Adrian Mourby has been discovering why fiction makes him fat
Earlier this year I had three months in which to write a book, and I found that it wasn't too difficult, providing I was at my word processor by nine every morning with a packet of biscuits at the ready.

The biscuits were essential. At the time, I didn't understand why but I do know quite a lot of people who write for a living and the biscuit, or the cigarette, is an essential tool.

Three months later, the book was finished and I went happily back to my normal routine of producing programmes and writing articles - except that I returned one novel and three-quarters of a stone heavier. Next year, I'm scheduled to write another book and, unable to face the prospect of putting on yet more weight, I consulted Ruth, a dietician friend of mine, last weekend about losing some pounds beforehand. She looked at me gravely.

"It's not a diet you want. You've got Mouth Hunger."

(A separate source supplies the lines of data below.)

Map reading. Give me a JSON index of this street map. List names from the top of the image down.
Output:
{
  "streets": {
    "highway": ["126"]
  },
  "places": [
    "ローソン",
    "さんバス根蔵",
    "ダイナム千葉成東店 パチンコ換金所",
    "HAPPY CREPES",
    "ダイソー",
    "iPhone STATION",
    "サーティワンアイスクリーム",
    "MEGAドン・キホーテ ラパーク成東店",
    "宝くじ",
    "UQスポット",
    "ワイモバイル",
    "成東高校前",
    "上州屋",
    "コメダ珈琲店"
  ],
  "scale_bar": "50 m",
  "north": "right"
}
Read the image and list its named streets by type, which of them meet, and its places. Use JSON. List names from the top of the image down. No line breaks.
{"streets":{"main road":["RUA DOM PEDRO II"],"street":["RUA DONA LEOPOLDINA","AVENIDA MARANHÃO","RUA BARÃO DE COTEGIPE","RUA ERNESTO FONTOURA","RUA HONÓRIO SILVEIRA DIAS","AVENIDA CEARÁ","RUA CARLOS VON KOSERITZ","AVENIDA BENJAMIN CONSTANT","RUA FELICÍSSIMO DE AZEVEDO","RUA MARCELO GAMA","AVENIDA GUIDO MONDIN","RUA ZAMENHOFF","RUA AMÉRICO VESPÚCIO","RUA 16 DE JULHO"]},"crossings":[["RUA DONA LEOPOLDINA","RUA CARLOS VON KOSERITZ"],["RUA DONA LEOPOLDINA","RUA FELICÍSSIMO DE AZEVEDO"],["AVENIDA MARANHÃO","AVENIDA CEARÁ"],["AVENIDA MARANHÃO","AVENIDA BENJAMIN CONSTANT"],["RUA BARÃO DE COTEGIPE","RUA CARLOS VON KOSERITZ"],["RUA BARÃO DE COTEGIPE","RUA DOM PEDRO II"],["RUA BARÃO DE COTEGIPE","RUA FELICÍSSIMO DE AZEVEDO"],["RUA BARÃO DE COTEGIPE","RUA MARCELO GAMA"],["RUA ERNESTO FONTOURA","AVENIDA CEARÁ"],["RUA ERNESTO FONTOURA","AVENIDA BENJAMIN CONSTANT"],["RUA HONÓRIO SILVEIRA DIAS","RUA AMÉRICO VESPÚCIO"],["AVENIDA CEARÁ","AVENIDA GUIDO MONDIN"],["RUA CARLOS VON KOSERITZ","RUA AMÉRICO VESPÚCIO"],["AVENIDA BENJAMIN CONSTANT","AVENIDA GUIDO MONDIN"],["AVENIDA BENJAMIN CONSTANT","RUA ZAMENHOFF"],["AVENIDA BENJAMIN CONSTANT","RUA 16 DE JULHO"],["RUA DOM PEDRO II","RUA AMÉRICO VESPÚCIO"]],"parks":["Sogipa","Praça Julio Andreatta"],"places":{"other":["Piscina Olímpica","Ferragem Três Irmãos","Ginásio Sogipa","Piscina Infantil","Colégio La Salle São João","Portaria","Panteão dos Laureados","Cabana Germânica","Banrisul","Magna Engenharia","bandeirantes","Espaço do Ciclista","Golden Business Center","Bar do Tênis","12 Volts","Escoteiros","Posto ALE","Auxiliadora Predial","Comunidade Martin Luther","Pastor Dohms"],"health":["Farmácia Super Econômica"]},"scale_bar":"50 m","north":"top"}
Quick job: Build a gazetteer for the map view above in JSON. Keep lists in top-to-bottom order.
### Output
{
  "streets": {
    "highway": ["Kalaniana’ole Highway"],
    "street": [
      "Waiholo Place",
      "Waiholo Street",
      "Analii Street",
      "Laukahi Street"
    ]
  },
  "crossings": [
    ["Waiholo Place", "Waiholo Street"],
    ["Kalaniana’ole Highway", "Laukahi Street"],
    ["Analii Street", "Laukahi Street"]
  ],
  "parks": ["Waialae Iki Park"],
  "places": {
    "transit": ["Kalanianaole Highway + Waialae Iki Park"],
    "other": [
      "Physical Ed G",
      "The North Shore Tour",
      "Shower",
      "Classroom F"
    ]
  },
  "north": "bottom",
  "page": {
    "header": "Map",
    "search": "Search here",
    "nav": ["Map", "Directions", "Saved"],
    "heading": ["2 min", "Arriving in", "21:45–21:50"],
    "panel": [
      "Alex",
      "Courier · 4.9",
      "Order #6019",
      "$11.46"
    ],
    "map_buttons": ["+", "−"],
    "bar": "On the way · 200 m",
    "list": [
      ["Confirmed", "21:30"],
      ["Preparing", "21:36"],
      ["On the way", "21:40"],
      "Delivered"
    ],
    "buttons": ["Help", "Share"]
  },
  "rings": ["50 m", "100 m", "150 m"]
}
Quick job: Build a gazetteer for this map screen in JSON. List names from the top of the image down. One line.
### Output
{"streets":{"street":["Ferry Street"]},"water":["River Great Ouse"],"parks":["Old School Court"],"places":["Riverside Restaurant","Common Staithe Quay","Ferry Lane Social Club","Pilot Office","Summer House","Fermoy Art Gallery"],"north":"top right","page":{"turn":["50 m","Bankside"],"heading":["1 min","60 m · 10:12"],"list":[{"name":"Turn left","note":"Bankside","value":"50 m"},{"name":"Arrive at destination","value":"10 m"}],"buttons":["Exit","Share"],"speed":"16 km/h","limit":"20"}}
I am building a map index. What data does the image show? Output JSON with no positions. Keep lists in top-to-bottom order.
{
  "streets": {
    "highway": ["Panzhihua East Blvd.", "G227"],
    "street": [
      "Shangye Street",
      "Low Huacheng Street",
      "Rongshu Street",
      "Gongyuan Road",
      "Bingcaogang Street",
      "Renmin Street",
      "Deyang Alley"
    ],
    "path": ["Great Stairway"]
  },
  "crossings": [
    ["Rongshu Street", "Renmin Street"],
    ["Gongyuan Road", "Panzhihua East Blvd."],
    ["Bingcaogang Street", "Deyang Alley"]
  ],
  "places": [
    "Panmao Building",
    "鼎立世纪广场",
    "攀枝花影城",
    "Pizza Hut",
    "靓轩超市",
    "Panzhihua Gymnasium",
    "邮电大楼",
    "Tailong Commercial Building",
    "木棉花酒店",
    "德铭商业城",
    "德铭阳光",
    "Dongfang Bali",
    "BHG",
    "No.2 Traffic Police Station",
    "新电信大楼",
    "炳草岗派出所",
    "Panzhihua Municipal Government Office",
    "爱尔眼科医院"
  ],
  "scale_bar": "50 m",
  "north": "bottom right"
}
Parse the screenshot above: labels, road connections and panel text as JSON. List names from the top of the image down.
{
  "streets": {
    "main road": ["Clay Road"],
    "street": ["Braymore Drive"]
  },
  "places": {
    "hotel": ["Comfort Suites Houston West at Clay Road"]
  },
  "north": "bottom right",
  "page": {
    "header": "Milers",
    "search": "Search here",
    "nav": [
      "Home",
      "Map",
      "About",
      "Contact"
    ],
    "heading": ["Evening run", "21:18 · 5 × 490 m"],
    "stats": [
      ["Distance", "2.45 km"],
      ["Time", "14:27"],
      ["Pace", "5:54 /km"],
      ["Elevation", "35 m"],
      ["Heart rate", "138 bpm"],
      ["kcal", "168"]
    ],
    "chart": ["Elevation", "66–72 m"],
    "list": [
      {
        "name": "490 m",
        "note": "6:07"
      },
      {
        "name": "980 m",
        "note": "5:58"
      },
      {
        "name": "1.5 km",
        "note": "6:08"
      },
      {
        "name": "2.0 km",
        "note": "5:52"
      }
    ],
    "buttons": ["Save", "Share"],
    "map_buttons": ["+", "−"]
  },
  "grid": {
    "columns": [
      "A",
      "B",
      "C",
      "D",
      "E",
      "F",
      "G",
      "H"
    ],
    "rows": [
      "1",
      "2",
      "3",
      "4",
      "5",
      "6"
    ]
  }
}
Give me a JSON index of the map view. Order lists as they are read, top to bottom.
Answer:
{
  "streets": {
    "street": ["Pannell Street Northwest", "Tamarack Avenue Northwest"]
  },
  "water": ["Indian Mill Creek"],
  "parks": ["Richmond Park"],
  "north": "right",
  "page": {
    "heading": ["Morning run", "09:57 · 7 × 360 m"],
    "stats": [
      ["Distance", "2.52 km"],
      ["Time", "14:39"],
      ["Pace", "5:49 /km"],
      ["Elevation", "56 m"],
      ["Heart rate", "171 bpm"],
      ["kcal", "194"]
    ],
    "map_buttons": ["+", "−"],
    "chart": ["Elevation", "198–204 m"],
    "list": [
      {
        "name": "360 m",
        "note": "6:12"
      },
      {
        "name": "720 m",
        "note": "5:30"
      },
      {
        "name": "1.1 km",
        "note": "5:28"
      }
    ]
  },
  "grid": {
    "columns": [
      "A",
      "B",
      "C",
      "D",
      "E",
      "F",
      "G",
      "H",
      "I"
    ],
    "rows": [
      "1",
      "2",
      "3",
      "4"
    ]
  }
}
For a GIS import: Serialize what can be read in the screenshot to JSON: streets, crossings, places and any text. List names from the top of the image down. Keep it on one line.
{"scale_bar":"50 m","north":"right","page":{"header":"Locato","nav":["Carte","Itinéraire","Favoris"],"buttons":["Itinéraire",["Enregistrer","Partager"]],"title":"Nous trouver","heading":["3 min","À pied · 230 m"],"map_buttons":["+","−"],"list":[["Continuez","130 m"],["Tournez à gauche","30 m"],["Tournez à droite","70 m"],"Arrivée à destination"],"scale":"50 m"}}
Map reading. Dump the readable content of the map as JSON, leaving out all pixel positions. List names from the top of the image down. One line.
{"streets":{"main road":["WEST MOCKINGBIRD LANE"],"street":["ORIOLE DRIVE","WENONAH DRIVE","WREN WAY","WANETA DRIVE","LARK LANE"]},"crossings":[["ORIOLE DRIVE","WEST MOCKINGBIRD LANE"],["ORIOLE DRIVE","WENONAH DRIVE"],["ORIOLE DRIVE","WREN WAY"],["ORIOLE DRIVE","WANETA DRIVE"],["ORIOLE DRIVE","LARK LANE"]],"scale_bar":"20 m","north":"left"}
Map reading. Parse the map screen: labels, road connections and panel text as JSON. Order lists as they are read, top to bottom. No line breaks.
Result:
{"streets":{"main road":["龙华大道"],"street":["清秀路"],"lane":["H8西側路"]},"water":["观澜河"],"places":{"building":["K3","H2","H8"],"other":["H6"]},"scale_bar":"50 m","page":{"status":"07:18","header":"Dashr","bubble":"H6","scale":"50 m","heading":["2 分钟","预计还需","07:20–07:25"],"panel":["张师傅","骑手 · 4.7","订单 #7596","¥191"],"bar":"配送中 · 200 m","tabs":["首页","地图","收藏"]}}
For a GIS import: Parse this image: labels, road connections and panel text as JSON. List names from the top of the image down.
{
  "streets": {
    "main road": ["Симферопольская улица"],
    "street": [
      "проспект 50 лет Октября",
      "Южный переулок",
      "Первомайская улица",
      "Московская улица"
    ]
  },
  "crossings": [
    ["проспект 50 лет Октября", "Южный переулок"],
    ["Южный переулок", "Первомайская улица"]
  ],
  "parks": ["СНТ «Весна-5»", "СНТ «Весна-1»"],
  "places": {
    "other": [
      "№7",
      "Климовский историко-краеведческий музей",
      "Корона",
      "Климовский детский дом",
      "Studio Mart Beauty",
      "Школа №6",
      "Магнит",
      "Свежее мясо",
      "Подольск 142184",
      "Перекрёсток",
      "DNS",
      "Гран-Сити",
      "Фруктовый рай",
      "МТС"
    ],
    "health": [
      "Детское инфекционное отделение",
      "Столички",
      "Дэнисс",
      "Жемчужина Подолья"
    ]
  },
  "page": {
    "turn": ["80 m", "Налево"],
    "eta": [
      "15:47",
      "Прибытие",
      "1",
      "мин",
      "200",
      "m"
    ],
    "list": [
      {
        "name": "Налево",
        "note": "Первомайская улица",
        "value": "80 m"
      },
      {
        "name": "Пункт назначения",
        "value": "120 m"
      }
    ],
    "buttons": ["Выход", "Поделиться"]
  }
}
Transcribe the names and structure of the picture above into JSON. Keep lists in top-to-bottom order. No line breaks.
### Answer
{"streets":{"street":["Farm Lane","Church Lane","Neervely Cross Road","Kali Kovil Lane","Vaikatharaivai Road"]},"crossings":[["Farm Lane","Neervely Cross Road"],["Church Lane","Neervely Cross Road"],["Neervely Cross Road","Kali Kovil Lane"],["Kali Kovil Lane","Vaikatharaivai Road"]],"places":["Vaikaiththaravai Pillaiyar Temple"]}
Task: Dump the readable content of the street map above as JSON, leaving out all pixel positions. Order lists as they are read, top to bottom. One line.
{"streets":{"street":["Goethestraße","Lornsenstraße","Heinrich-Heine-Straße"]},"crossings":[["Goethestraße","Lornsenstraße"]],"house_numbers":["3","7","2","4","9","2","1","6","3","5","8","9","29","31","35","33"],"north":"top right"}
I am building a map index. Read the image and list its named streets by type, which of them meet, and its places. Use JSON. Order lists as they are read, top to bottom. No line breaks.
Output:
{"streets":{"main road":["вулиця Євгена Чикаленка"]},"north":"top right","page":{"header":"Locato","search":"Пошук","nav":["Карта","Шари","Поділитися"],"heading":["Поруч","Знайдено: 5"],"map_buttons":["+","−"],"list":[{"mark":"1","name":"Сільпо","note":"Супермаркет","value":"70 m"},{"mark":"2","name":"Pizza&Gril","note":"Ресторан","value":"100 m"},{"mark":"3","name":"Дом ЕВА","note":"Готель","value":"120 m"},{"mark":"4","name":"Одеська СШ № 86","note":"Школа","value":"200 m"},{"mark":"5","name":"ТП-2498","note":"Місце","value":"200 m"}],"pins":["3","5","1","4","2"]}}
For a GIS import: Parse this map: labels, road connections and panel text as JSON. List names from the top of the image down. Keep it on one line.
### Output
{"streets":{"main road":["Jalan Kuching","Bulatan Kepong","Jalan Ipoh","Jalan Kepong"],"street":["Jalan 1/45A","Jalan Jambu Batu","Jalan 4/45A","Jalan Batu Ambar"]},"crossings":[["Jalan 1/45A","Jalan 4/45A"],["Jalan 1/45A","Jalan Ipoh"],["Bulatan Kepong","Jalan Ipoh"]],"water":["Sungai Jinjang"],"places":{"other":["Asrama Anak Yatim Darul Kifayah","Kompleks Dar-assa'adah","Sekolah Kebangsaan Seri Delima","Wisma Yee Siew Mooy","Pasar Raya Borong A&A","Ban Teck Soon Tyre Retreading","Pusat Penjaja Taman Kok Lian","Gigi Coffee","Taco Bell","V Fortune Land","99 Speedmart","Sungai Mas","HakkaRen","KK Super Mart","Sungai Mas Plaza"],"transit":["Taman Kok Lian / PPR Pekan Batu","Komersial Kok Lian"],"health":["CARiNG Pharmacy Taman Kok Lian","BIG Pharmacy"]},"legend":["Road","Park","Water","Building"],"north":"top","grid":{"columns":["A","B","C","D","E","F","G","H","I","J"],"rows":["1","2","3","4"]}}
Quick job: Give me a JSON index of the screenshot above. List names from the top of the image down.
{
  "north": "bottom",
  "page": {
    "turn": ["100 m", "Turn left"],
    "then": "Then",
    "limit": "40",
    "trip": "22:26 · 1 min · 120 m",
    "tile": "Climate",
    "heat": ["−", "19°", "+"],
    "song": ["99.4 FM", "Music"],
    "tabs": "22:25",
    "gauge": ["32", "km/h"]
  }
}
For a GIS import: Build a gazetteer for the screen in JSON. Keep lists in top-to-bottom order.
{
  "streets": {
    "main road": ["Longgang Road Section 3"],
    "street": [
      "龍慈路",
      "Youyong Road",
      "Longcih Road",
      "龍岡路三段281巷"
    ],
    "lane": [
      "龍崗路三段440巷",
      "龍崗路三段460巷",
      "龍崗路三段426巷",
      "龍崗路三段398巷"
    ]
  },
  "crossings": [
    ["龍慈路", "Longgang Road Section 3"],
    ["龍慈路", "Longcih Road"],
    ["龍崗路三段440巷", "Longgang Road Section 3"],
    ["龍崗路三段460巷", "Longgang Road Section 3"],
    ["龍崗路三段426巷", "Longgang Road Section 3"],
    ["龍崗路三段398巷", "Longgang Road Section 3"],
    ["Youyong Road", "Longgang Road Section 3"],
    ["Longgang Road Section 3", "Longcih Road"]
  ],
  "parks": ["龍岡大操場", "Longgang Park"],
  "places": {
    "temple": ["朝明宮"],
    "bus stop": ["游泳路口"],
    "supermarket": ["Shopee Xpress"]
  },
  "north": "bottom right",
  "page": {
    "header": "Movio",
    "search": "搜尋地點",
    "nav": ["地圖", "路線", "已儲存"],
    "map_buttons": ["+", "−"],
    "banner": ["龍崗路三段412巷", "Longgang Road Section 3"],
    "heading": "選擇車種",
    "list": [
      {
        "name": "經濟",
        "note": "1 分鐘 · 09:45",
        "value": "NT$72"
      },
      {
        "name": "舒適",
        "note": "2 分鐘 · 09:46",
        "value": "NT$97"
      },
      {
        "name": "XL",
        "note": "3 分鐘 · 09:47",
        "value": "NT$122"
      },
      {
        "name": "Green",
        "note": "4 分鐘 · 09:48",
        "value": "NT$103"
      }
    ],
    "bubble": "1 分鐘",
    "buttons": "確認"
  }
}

At first I thought it was a joke. It does sound a touch tautological - who, after all, is going to have Nose or Ear Hunger? - but my friend referred me to the Manual of Dietetic Practice. "It is important to help the patient regain the knowledge of true hunger, showing them the difference between stomach and mouth hunger."

In my case, what clinched the diagnosis is that when working on any other kind of project I could get through the day with a cup of coffee and lashings of adrenaline, but faced with an empty screen and 110,000 words to think up, I reached for the digestives. I didn't even like them after a while but I had to keep shovelling them in.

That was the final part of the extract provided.